復讐の大戦において重傷を負い、僭主は機能を損傷し自らの絶対的権威によって、この世界本来の秩序を抑圧する力を失った。

 ヌヴィレットのストーリーの項にある文章です。龍王である彼のストーリーにこれがあるということは、よほどひねくれた見方をしない限りこれは龍王ニーベルンゲンが天空に反逆した戦いのことを指していると考えられます。

 そしてニーベルンゲンは闇の外海で得た「禁忌の知識」を用いて天理に抗ったことが、ナヒーダの伝説任務内で草龍アペプから語られます。

「外から来た者たちは私の血族に戦争をもたらし、大地の枷をも破る妄想をもたらした…」

聖遺物「楽園の絶花」紫晶の花

 アレーオカシイナーオンナジヨウナコトガカイテアルナー(棒)

 つまり、

 龍王敗れる
 ↓
 パネースがテイワットを創る(旧文明時代)
 ↓
 龍王ニーベルンゲンがテイワット外で禁忌の知識を得る
 ↓
 ニーベルンゲン、天理に反逆
 ↓
 天地が割れる
 ↓
 花神は大地に落ち、海淵の民は淵下宮に落ちる
 ↓
 パネース、龍王に勝利するも重傷を負う

 という流れではないでしょうか。

 そして、この争いこそ「月の大災禍」であり「外から来た者たちがもたらした戦争」であり「第二王座の降臨」なのではないでしょうか。

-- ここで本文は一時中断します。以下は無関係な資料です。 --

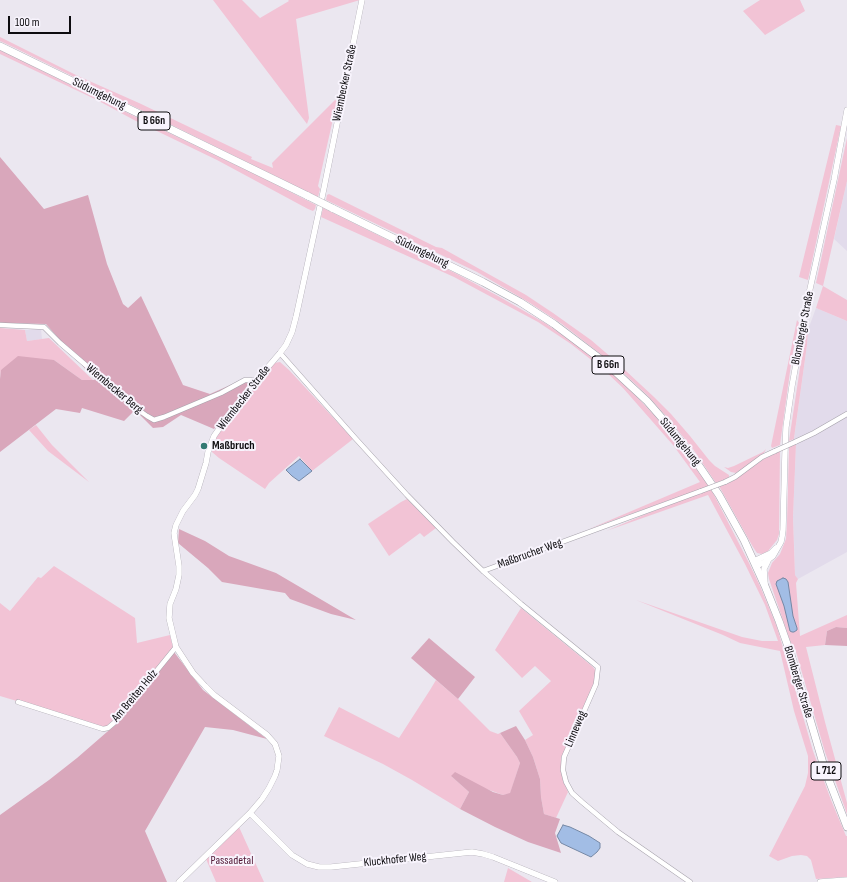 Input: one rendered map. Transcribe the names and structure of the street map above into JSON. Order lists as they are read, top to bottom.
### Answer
{
  "streets": {
    "main road": [
      "Südumgehung",
      "B 66n",
      "Blomberger Straße",
      "L 712"
    ],
    "street": [
      "Wiembecker Straße",
      "Wiembecker Berg",
      "Maßbrucher Weg",
      "Am Breiten Holz",
      "Linneweg",
      "Kluckhofer Weg"
    ]
  },
  "crossings": [
    ["Wiembecker Straße", "Wiembecker Berg"],
    ["Wiembecker Straße", "Maßbrucher Weg"],
    ["Wiembecker Straße", "Am Breiten Holz"],
    ["Wiembecker Straße", "Kluckhofer Weg"],
    ["Südumgehung", "Blomberger Straße"],
    ["Maßbrucher Weg", "Linneweg"]
  ],
  "parks": ["Passadetal"],
  "places": ["Maßbruch"],
  "scale_bar": "100 m"
}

だとすると、月の大災禍で亡くなった三姉妹は4つの光る影のことになります。

 ……分かります、言いたいことは。数が足りていません。

 ですが、私は月の三姉妹がパネースの影であると確信しています。

 これまで「光る影」について長々と解説してきましたが、実は一度も「光る影」そのものについては解説していません。なのでまず「光る影」について整理します。

 中国語原文では「光的影子」という書き方になっています。私は中国語を学んではいませんが、ざっくり「光の影」的な意味としてとらえられます。Google先生が言うんだから間違いない この「影子」、単純に「影法師」という意味だけではなく、どうやら「水や鏡などに映る像」といった意味合いを含むようです。
 ここから推測するに、光る影の4人はパネースを模した、分身とも言える姿をしていたのではないでしょうか。

 また、現在4人のうち姿が判明しているのは天理の調停者のみですが、彼女は本文でも触れた通り容姿が空の律者に似ています。ただし、「律者」は原神でいう「七神」や「降臨者」に近い概念的な存在であり、彼女個人としての名前は「キアナ」です。

 「キアナ」はハワイ語で「月の女神」を意味します。

 月の女神を意味するキアナと天理の調停者は容姿が似ている。なおかつ、天理の調停者と他の三人は容姿が似ているかもしれない。
 原神世界の月の女神は本当は4人なのではないでしょうか?
 そう仮定すると、「光る影」という言葉も月を表しているような気がしてきます(日本語には「月影」という月光を意味する言葉があります)。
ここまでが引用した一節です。